Pandas
Merging and Joining
Pandas provides powerful and flexible functions for combining datasets. merge and join are two key methods for this purpose.
Merging DataFrames with pd.merge()
The merge() function is the primary entry point for all standard database join operations between DataFrame objects.
Basic Merge (Inner Join)
By default, merge() performs an inner join on common columns.
import pandas as pd
left = pd.DataFrame({'key': ['K0', 'K1', 'K2', 'K3'],
'A': ['A0', 'A1', 'A2', 'A3']})
right = pd.DataFrame({'key': ['K0', 'K1', 'K2', 'K4'],
'B': ['B0', 'B1', 'B2', 'B4']})
result = pd.merge(left, right, on='key')
print(result)Specifying Join Types
You can specify the type of join with the how parameter: 'left', 'right', 'outer', 'inner'.
import pandas as pd
left = pd.DataFrame({'key': ['K0', 'K1', 'K2', 'K3'],
'A': ['A0', 'A1', 'A2', 'A3']})
right = pd.DataFrame({'key': ['K0', 'K1', 'K2', 'K4'],
'B': ['B0', 'B1', 'B2', 'B4']})
# Left Join
left_join = pd.merge(left, right, on='key', how='left')
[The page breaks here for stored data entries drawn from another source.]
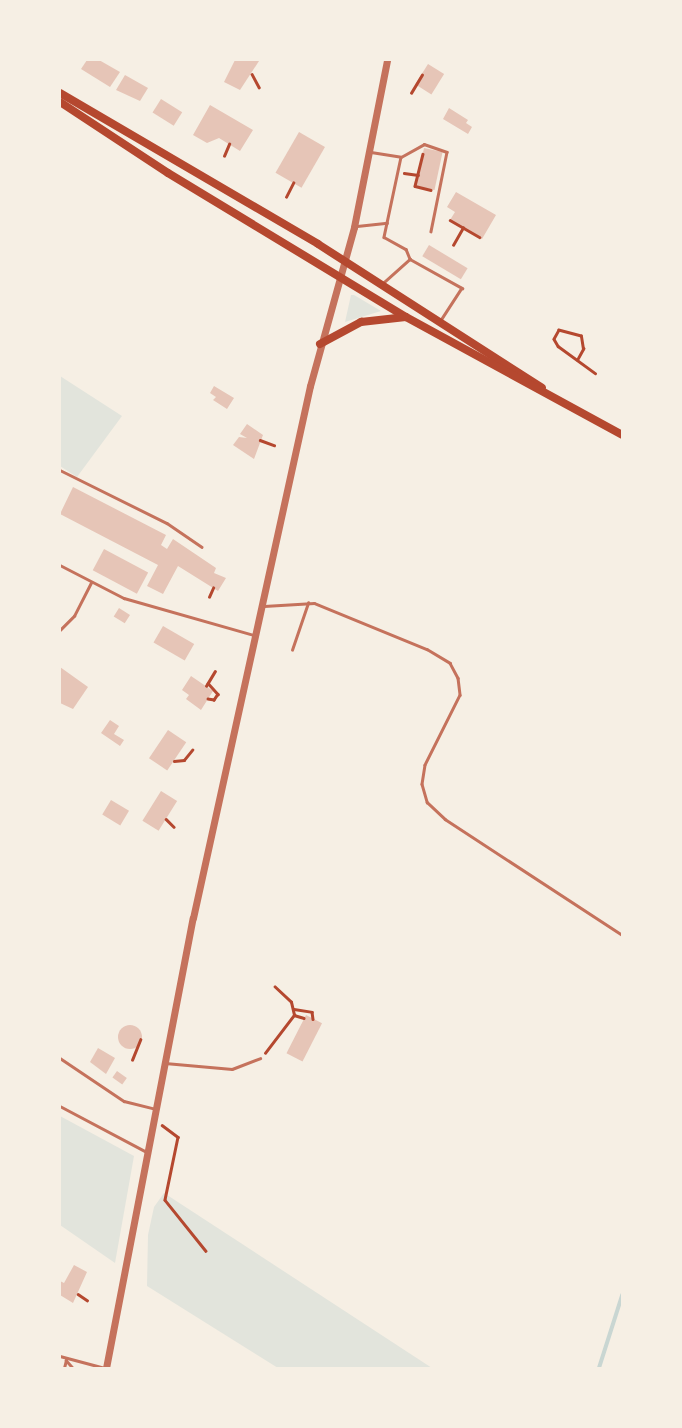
<!DOCTYPE html>
<style>
body{margin:0}
#map{position:relative;width:682px;height:1428px;overflow:hidden;background:#f6efe4;font-family:"Public Sans",sans-serif}
div>[style]{position:absolute}
.green>*{inset:0;background:#e2e4dc}
.stream>*{height:3.5px;margin:-1.75px;padding:0 1.75px;transform-origin:1.75px;border-radius:1.75px;background:#c9d6d2}
.building>*{inset:0;background:#e6c5b7;transform-origin:0 0}
.round{border-radius:50%}
.path>*{height:2.5px;margin:-1.25px;padding:0 1.25px;transform-origin:1.25px;border-radius:1.25px;background:#b5482f}
.service>*{height:2.5px;margin:-1.25px;padding:0 1.25px;transform-origin:1.25px;border-radius:1.25px;background:#c5725c}
.tertiary>*{height:7px;margin:-3.5px;padding:0 3.5px;transform-origin:3.5px;border-radius:3.5px;background:#c5725c}
.secondary>*{height:8px;margin:-4px;padding:0 4px;transform-origin:4px;border-radius:4px;background:#b5482f}
span{translate:-50% -50%;white-space:nowrap;text-align:center;line-height:1.15;-webkit-text-stroke:6px #f6efe4;paint-order:stroke}
.frame{position:absolute;inset:0;border:61px solid #f6efe4;pointer-events:none}
</style>
<div id="map">
<div class="green">
<i style="clip-path:polygon(351px 295px,354px 295px,381px 311px,345px 322px)"></i>
<i style="clip-path:polygon(60px 376px,122px 416px,77px 477px,60px 466px)"></i>
<i style="clip-path:polygon(60px 1116px,134px 1156px,115px 1263px,60px 1225px)"></i>
<i style="clip-path:polygon(164px 1193px,432px 1368px,278px 1368px,147px 1286px,148px 1235px,154px 1207px)"></i>
</div>
<div class="stream">
<i style="left:599px;top:1368px;width:76px;rotate:-72.3deg"></i>
</div>
<div class="building">
<i style="clip-path:polygon(87px 60px,99px 60px,120px 72px,110px 87px,81px 69px)"></i>
<i style="clip-path:polygon(235px 60px,259px 61px,240px 90px,224px 82px)"></i>
<i style="left:428px;top:64px;width:19px;height:24px;rotate:32deg"></i>
<i style="clip-path:polygon(125px 75px,148px 88px,140px 101px,116px 90px)"></i>
<i style="left:161px;top:99px;width:25px;height:16px;rotate:32deg"></i>
<i style="clip-path:polygon(210px 105px,253px 130px,240px 151px,219px 138px,207px 143px,193px 135px)"></i>
<i style="clip-path:polygon(449px 108px,468px 120px,466px 123px,472px 127px,468px 134px,443px 119px)"></i>
<i style="left:299px;top:132px;width:30px;height:47px;rotate:30deg"></i>
<i style="left:424px;top:148px;width:19px;height:39px;rotate:12deg"></i>
<i style="clip-path:polygon(456px 192px,496px 215px,482px 239px,450px 220px,455px 212px,447px 207px)"></i>
<i style="left:429px;top:245px;width:45px;height:13px;rotate:31deg"></i>
<i style="clip-path:polygon(214px 386px,234px 398px,227px 409px,213px 400px,216px 397px,210px 393px)"></i>
<i style="clip-path:polygon(247px 424px,263px 435px,254px 459px,233px 445px,239px 437px,247px 438px,240px 434px)"></i>
<i style="clip-path:polygon(73px 487px,166px 535px,161px 545px,167px 549px,173px 539px,216px 568px,214px 573px,226px 578px,218px 591px,178px 566px,163px 594px,147px 586px,158px 565px,60px 514px)"></i>
<i style="left:104px;top:549px;width:50px;height:24px;rotate:28deg"></i>
<i style="left:119px;top:608px;width:13px;height:10px;rotate:32deg"></i>
<i style="left:163px;top:626px;width:36px;height:19px;rotate:30deg"></i>
<i style="clip-path:polygon(60px 667px,88px 687px,73px 709px,60px 703px)"></i>
<i style="clip-path:polygon(191px 676px,213px 691px,201px 710px,186px 699px,189px 695px,182px 690px)"></i>
<i style="clip-path:polygon(110px 720px,119px 726px,114px 734px,124px 740px,120px 746px,101px 733px)"></i>
<i style="left:168px;top:730px;width:22px;height:34px;rotate:34deg"></i>
<i style="left:161px;top:791px;width:19px;height:35px;rotate:32deg"></i>
<i style="left:111px;top:800px;width:21px;height:17px;rotate:31deg"></i>
<i style="left:306px;top:1015px;width:18px;height:43px;rotate:27deg"></i>
<i class="round" style="left:118px;top:1025px;width:24px;height:24px"></i>
<i style="clip-path:polygon(98px 1048px,115px 1058px,106px 1074px,90px 1062px)"></i>
<i style="left:117px;top:1071px;width:12px;height:8px;rotate:35deg"></i>
<i style="clip-path:polygon(74px 1265px,87px 1272px,73px 1303px,60px 1295px,60px 1281px,64px 1283px)"></i>
</div>
<div class="path">
<i style="left:252px;top:74px;width:15px;rotate:62deg"></i>
<i style="left:411px;top:93px;width:21px;rotate:-59deg"></i>
<i style="left:423px;top:154px;width:33px;rotate:104deg"></i>
<i style="left:415px;top:186px;width:16px;rotate:14deg"></i>
<i style="left:224px;top:156px;width:13px;rotate:-67deg"></i>
<i style="left:404px;top:173px;width:14px;rotate:8deg"></i>
<i style="left:286px;top:197px;width:16px;rotate:-63deg"></i>
<i style="left:450px;top:220px;width:34px;rotate:30deg"></i>
<i style="left:453px;top:245px;width:20px;rotate:-60deg"></i>
<i style="left:577px;top:360px;width:13px;rotate:-61deg"></i>
<i style="left:583px;top:349px;width:13px;rotate:-99deg"></i>
<i style="left:581px;top:336px;width:23px;rotate:-165deg"></i>
<i style="left:559px;top:330px;width:10px;rotate:119deg"></i>
<i style="left:554px;top:339px;width:8px;rotate:60deg"></i>
<i style="left:558px;top:346px;width:46px;rotate:36.1deg"></i>
<i style="left:260px;top:440px;width:15px;rotate:20deg"></i>
<i style="left:209px;top:597px;width:10px;rotate:-66deg"></i>
<i style="left:208px;top:683px;width:15px;rotate:48deg"></i>
<i style="left:218px;top:694px;width:7px;rotate:124deg"></i>
<i style="left:214px;top:700px;width:6px;rotate:-171deg"></i>
<i style="left:206px;top:686px;width:17px;rotate:-59deg"></i>
<i style="left:174px;top:761px;width:10px;rotate:-6deg"></i>
<i style="left:184px;top:760px;width:13px;rotate:-51deg"></i>
<i style="left:166px;top:819px;width:11px;rotate:45deg"></i>
<i style="left:294px;top:1009px;width:18px;rotate:9deg"></i>
<i style="left:312px;top:1012px;width:7px;rotate:82deg"></i>
<i style="left:294px;top:1015px;width:10px;rotate:17deg"></i>
<i style="left:265px;top:1053px;width:48px;rotate:-52.7deg"></i>
<i style="left:294px;top:1015px;width:13px;rotate:-103deg"></i>
<i style="left:291px;top:1002px;width:22px;rotate:-137deg"></i>
<i style="left:132px;top:1060px;width:22px;rotate:-68deg"></i>
<i style="left:162px;top:1125px;width:20px;rotate:37deg"></i>
<i style="left:178px;top:1137px;width:64px;rotate:101.7deg"></i>
<i style="left:165px;top:1200px;width:65px;rotate:51.2deg"></i>
<i style="left:78px;top:1294px;width:11px;rotate:34deg"></i>
</div>
<div class="service">
<i style="left:371px;top:152px;width:30px;rotate:9deg"></i>
<i style="left:401px;top:157px;width:82px;rotate:102deg"></i>
<i style="left:384px;top:237px;width:25px;rotate:29deg"></i>
<i style="left:406px;top:249px;width:11px;rotate:68deg"></i>
<i style="left:401px;top:157px;width:26px;rotate:-29deg"></i>
<i style="left:424px;top:144px;width:24px;rotate:19deg"></i>
<i style="left:447px;top:152px;width:81px;rotate:101.4deg"></i>
<i style="left:357px;top:226px;width:30px;rotate:-6deg"></i>
<i style="left:383px;top:283px;width:36px;rotate:-42deg"></i>
<i style="left:410px;top:259px;width:60px;rotate:29.1deg"></i>
<i style="left:462px;top:288px;width:38px;rotate:123deg"></i>
<i style="left:60px;top:470px;width:119px;rotate:26.4deg"></i>
<i style="left:167px;top:523px;width:42px;rotate:34.4deg"></i>
<i style="left:60px;top:565px;width:72px;rotate:27.3deg"></i>
<i style="left:124px;top:598px;width:135px;rotate:15.9deg"></i>
<i style="left:264px;top:606px;width:50px;rotate:-3.4deg"></i>
<i style="left:314px;top:603px;width:122px;rotate:22.2deg"></i>
<i style="left:427px;top:649px;width:27px;rotate:31deg"></i>
<i style="left:450px;top:663px;width:17px;rotate:62deg"></i>
<i style="left:458px;top:678px;width:17px;rotate:83deg"></i>
<i style="left:460px;top:695px;width:78px;rotate:116.6deg"></i>
<i style="left:425px;top:765px;width:19px;rotate:99deg"></i>
<i style="left:422px;top:784px;width:19px;rotate:74deg"></i>
<i style="left:427px;top:802px;width:25px;rotate:43deg"></i>
<i style="left:445px;top:819px;width:212px;rotate:33.2deg"></i>
<i style="left:60px;top:630px;width:20px;rotate:-45deg"></i>
<i style="left:74px;top:616px;width:37px;rotate:-63deg"></i>
<i style="left:292px;top:650px;width:50px;rotate:-71.2deg"></i>
<i style="left:60px;top:1058px;width:77px;rotate:33.9deg"></i>
<i style="left:124px;top:1101px;width:32px;rotate:14deg"></i>
<i style="left:165px;top:1063px;width:67px;rotate:5.1deg"></i>
<i style="left:232px;top:1069px;width:30px;rotate:-21deg"></i>
<i style="left:60px;top:1106px;width:98px;rotate:27.9deg"></i>
<i style="left:60px;top:1356px;width:47px;rotate:14.9deg"></i>
<i style="left:66px;top:1360px;width:11px;rotate:49deg"></i>
<i style="left:64px;top:1368px;width:8px;rotate:-76deg"></i>
</div>
<div class="tertiary">
<i style="left:106px;top:1368px;width:458px;rotate:-79.1deg"></i>
<i style="left:193px;top:918px;width:545px;rotate:-77.6deg"></i>
<i style="left:310px;top:386px;width:165px;rotate:-74.5deg"></i>
<i style="left:354px;top:227px;width:170px;rotate:-78.8deg"></i>
</div>
<div class="secondary">
<i style="left:60px;top:93px;width:299px;rotate:30.3deg"></i>
<i style="left:318px;top:244px;width:266px;rotate:32.7deg"></i>
<i style="left:60px;top:102px;width:129px;rotate:33.3deg"></i>
<i style="left:168px;top:173px;width:278px;rotate:31.2deg"></i>
<i style="left:406px;top:317px;width:246px;rotate:28.6deg"></i>
<i style="left:320px;top:344px;width:47px;rotate:-28.2deg"></i>
<i style="left:361px;top:322px;width:45px;rotate:-6.3deg"></i>
</div>
<div class="frame"></div>
</div>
print("Left Join:\n", left_join)
# Outer Join
outer_join = pd.merge(left, right, on='key', how='outer')
print("\nOuter Join:\n", outer_join)Joining DataFrames with df.join()
The join() method is a convenient method for combining the columns of two potentially differently-indexed DataFrames into a single DataFrame. It performs a left join by default, based on the index.
import pandas as pd
left = pd.DataFrame({'A': ['A0', 'A1', 'A2']},
index=['K0', 'K1', 'K2'])
right = pd.DataFrame({'B': ['B0', 'B1', 'B2']},
index=['K0', 'K1', 'K2'])
result = left.join(right)
print(result)Joining on a Column
You can also join on a column of the left DataFrame.
import pandas as pd
left = pd.DataFrame({'key': ['K0', 'K1', 'K2'],
'A': ['A0', 'A1', 'A2']})
right = pd.DataFrame({'B': ['B0', 'B1', 'B2']},
index=['K0', 'K1', 'K3'])
# Join 'left' on its 'key' column with 'right' on its index
result = left.join(right, on='key')
print(result)